• Exercise: Search the entries below. Return every line that has "center" in it.

• Dataset entries:
——————————

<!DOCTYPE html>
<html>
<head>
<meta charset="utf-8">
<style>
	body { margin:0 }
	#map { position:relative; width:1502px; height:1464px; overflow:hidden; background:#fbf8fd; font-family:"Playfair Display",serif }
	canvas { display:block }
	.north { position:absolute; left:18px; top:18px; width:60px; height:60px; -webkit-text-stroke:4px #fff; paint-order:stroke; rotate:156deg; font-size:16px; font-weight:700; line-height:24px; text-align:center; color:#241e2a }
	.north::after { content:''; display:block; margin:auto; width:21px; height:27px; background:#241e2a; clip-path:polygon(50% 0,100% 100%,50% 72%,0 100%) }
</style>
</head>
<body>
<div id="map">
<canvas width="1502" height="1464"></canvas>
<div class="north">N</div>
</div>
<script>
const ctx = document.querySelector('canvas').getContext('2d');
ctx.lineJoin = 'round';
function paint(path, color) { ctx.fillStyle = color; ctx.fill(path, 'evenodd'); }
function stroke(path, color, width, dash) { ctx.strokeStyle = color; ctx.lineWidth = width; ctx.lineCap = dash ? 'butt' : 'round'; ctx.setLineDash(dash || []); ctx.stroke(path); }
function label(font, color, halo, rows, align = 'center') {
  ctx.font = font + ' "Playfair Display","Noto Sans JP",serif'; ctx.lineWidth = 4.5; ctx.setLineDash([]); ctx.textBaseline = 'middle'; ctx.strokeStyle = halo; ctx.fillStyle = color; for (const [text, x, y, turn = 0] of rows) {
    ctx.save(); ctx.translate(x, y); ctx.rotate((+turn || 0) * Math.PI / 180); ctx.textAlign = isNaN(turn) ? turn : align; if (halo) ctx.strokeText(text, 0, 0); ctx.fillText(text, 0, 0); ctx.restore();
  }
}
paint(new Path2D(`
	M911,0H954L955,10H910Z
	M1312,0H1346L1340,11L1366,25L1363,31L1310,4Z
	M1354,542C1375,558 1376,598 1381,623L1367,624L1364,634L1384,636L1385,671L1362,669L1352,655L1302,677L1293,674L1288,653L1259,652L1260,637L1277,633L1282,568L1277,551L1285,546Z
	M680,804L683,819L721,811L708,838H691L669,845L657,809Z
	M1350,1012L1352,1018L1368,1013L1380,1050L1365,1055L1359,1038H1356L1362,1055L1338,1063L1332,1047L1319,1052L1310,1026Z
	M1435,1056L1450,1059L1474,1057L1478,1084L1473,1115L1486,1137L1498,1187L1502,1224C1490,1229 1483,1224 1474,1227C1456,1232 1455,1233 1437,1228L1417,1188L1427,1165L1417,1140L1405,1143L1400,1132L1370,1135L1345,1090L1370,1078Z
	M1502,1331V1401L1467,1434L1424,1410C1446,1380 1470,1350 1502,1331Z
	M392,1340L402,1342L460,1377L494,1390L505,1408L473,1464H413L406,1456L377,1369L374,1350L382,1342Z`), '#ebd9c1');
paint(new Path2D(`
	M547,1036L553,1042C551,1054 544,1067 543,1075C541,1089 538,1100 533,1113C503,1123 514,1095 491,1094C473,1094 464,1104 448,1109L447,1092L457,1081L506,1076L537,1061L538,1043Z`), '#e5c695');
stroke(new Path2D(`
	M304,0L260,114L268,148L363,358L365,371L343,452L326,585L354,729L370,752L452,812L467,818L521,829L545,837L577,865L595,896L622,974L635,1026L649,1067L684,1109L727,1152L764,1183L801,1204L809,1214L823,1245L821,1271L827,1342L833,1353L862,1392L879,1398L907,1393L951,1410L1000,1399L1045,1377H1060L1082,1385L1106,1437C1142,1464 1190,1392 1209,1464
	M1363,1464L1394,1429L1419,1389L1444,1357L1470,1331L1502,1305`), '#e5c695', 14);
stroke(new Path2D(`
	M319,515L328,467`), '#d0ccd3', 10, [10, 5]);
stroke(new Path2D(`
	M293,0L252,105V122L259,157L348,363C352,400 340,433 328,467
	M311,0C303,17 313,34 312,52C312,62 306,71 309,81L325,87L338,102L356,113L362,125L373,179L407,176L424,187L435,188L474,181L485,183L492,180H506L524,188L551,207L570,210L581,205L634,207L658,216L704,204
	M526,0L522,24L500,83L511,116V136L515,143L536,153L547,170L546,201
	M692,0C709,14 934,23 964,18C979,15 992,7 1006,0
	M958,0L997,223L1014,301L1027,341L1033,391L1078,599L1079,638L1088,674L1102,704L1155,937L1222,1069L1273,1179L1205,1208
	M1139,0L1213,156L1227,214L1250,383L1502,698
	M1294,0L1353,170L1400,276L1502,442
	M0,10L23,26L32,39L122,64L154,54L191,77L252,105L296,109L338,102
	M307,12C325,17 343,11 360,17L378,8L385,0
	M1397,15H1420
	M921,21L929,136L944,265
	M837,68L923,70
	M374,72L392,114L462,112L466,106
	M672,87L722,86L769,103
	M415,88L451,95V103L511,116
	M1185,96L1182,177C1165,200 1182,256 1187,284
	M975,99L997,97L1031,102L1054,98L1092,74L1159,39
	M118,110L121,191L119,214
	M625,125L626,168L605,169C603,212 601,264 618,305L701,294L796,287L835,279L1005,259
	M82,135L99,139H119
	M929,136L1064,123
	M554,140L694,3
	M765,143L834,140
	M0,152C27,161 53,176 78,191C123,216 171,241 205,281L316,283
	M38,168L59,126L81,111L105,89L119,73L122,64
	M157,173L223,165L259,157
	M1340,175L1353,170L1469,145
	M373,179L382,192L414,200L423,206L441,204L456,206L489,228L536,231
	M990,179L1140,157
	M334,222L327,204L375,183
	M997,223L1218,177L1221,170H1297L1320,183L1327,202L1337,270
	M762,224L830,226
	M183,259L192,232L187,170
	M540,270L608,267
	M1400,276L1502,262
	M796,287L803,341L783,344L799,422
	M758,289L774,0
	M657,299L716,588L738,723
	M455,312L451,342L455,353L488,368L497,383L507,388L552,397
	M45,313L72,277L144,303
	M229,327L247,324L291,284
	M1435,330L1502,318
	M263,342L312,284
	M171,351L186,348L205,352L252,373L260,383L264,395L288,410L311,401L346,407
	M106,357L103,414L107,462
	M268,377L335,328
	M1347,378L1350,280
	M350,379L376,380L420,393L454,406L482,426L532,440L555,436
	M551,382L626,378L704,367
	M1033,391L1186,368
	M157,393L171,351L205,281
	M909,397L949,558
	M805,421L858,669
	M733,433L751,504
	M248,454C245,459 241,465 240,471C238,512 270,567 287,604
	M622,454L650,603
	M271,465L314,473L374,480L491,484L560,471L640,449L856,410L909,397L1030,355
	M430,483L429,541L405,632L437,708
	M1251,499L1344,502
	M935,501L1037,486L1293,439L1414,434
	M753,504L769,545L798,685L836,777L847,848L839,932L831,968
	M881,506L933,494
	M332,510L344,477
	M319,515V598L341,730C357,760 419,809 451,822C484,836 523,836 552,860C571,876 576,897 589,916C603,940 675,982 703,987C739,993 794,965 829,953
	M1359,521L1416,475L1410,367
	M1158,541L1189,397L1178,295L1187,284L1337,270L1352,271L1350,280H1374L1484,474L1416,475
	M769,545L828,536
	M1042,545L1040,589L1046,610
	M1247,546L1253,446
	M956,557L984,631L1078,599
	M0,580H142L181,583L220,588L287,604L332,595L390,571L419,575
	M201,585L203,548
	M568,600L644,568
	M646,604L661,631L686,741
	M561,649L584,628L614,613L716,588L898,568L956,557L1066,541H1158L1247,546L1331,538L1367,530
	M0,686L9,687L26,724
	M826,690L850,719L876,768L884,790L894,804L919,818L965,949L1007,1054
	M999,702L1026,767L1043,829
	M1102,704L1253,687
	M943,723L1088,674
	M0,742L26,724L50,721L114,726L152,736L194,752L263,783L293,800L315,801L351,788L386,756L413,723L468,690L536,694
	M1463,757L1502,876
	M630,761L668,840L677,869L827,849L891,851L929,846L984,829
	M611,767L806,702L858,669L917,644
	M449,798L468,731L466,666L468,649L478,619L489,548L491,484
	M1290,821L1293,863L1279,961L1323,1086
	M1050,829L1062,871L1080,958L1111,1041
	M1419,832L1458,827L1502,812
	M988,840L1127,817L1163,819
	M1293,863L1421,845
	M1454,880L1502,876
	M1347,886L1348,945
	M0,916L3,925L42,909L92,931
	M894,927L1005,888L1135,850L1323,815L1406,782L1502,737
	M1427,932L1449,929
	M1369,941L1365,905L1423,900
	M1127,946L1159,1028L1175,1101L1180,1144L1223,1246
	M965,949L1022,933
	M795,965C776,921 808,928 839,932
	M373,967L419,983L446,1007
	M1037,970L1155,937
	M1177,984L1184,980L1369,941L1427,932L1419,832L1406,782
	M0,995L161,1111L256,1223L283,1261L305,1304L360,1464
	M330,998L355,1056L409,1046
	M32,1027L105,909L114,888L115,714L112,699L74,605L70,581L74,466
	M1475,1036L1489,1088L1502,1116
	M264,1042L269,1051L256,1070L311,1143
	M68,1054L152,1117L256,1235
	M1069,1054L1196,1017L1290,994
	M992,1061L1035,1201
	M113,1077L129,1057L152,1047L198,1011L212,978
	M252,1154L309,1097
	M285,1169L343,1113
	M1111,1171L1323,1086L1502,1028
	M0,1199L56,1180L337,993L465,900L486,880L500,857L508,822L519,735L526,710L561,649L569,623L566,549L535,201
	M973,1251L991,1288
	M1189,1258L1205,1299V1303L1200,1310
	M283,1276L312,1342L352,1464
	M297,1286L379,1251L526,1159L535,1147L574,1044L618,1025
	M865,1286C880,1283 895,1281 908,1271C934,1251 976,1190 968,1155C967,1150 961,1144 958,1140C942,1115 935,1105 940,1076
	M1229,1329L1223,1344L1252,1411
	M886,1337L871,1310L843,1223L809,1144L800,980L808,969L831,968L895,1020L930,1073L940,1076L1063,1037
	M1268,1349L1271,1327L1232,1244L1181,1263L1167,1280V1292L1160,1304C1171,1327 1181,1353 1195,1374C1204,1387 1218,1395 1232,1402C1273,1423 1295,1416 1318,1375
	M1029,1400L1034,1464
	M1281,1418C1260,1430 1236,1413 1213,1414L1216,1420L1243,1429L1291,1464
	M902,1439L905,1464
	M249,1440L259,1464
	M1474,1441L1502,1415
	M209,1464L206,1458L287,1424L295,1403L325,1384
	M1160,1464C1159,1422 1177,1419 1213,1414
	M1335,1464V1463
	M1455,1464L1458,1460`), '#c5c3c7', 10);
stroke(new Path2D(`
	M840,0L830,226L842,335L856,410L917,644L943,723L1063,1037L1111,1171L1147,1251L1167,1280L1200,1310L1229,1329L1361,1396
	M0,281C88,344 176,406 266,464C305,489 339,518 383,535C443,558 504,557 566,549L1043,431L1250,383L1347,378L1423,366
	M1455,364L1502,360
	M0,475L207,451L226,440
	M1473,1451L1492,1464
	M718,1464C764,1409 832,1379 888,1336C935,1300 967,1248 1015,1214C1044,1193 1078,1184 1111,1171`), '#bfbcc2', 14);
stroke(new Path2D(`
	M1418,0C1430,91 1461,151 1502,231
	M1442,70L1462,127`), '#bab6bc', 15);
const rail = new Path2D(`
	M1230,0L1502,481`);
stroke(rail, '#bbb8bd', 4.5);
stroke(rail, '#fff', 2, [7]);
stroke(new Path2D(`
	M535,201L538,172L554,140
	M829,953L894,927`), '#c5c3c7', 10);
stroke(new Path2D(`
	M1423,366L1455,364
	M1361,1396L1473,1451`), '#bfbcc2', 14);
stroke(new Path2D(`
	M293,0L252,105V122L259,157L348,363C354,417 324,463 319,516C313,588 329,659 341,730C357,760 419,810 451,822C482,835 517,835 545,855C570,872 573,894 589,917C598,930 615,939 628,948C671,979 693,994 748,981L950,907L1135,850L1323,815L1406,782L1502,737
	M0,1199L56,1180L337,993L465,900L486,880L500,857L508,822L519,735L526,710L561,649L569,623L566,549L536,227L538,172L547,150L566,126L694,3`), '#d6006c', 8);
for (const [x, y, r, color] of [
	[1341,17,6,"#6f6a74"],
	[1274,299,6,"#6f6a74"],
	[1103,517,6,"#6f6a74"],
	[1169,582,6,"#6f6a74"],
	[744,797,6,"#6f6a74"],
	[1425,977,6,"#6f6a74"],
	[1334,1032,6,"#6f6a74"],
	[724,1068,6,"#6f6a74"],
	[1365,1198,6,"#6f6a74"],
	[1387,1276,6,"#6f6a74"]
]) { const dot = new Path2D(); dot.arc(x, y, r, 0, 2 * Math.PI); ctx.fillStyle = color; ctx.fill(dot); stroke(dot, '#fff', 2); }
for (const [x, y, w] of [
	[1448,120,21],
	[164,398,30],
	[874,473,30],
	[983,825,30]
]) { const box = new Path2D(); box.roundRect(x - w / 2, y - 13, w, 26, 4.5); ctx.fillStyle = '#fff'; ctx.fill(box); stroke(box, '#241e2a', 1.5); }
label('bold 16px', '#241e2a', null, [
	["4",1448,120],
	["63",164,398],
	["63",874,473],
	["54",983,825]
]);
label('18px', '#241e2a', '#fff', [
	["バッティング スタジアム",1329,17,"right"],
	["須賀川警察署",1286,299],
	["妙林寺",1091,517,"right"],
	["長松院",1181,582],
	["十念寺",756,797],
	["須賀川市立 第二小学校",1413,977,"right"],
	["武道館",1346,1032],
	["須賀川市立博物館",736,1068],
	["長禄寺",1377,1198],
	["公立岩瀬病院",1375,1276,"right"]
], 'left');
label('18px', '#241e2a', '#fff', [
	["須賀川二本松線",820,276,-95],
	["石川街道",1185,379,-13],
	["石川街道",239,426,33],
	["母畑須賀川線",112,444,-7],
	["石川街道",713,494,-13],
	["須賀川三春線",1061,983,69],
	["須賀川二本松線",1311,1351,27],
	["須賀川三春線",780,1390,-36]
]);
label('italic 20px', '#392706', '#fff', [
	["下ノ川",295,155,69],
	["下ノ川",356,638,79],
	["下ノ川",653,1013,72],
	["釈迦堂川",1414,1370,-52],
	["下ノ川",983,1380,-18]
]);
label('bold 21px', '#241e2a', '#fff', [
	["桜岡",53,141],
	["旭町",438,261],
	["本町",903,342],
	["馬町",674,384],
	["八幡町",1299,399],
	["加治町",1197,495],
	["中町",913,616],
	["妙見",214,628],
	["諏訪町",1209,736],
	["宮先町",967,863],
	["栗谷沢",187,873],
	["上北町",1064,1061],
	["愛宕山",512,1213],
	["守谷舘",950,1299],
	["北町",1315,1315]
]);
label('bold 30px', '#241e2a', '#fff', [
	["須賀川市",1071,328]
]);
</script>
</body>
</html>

——————————

• Output below:
	.north { position:absolute; left:18px; top:18px; width:60px; height:60px; -webkit-text-stroke:4px #fff; paint-order:stroke; rotate:156deg; font-size:16px; font-weight:700; line-height:24px; text-align:center; color:#241e2a }
function label(font, color, halo, rows, align = 'center') {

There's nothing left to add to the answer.